In Münster sollte Höffner nicht lange Bischof bleiben. Ende 1968 wurde er Nachfolger des Kölner Erzbischofs Josef Kardinal Frings und im gleichen Jahr von Papst Paul VI. zum Kardinal erhoben. Nach dem plötzlichen Tod von Kardinal Döpfner wählten die deutschen Bischöfe 1976 Höffner zum Vorsitzenden der Bischofskonferenz. Deren Stellungnahmen wurden durch die Handschrift Höffners stark geprägt.
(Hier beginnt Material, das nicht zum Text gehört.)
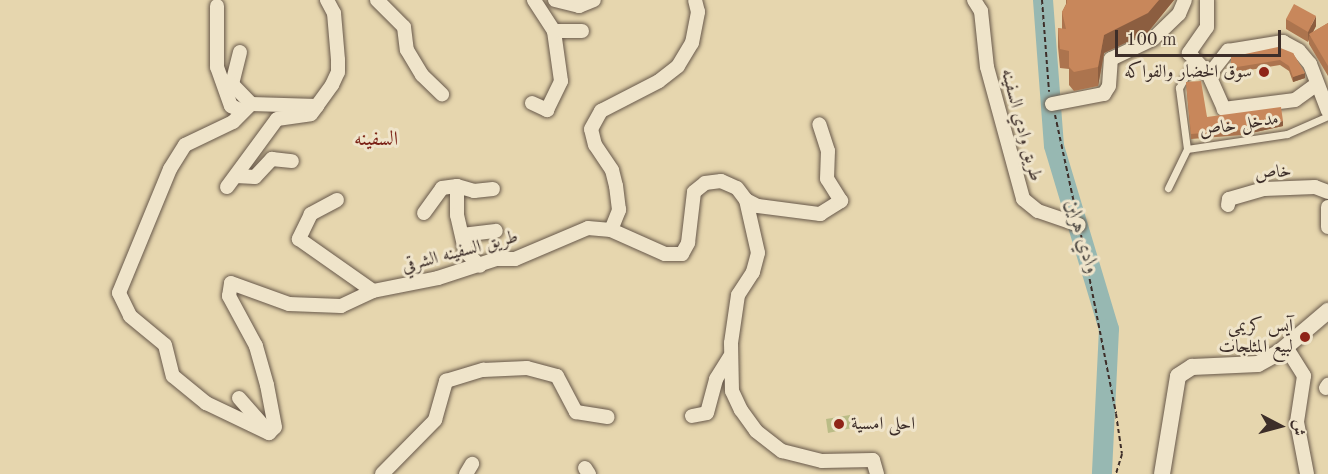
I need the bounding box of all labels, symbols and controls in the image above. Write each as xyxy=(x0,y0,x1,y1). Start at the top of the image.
scale bar xyxy=(1118,18,1284,56)
text: 100 m xyxy=(1126,31,1177,49)
place label: سوق الخضار والفواكه xyxy=(1124,61,1252,83)
marker: سوق الخضار والفواكه xyxy=(1257,65,1271,79)
street label: طريق وادي السفينه xyxy=(996,66,1046,184)
street label: مدخل خاص xyxy=(1198,108,1280,142)
district label: السفينه xyxy=(354,128,398,152)
street label: خاص xyxy=(1254,160,1292,186)
water label: وادي هراين xyxy=(1058,197,1104,277)
street label: طريق السفينه الشرقي xyxy=(400,226,520,278)
place label: آيس كريمي لبيع المثلجات xyxy=(1219,316,1293,358)
marker: آيس كريمي لبيع المثلجات xyxy=(1298,330,1312,344)
north arrow xyxy=(1250,396,1310,456)
place label: احلى امسية xyxy=(851,413,915,435)
marker: احلى امسية xyxy=(832,417,846,431)
text: ش xyxy=(1289,419,1307,437)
Auf der Herbstvollversammlung in Fulda hielt er 1977 die erste seiner großen Grundsatzreferate: „Bischof Kettelers Erbe verpflichtet“. Im Trend zum Versorgungsstaat sah Höffner Eigenverantwortung, Freiheit und Selbstständigkeit bedroht. In Anlehnung an Ketteler sagt er: „Ein Staat, der keine sittlichen Grundwerte anerkennen, sondern sich mit einer irgendwie funktionierenden äußeren Ordnung begnügen wollte, würde zerfallen. Recht und zeitübergreifende Sittlichkeit lassen sich nicht voneinander trennen. Vielfalt ist nur im Rahmen eines Ordnungsgefüges möglich, aber „das Grundgesetz ist kein Wechselrahmen mit einem der jeweiligen öffentlichen Meinung angepassten Inhalt. Vielfalt als solche besitzt keine integrierende Kraft. Ein totaler Pluralismus würde sich zerstörerisch auswirken.“

Im achten Lebensjahrzehnt nahm sein Wirken eine weltkirchliche Dimension an. Schon die Wahl Karol Wojtylas zum Papst ließ seinen großen Einfluss erkennen. Der frühere Erzbischof von Krakau war ihm durch viele Begegnungen vertraut, in denen es um die Versöhnung Deutschlands mit den Polen ging. Johannes Paul II. fand in Höffner einen verlässlichen Ratgeber. Der Kölner Kardinal nahm an fünf römischen Bischofssynoden teil, bereiste im Auftrag des Papstes Länder und Ortskirchen in aller Welt. Weithin galt und gilt er als der Vertreter der katholischen Soziallehre schlechthin.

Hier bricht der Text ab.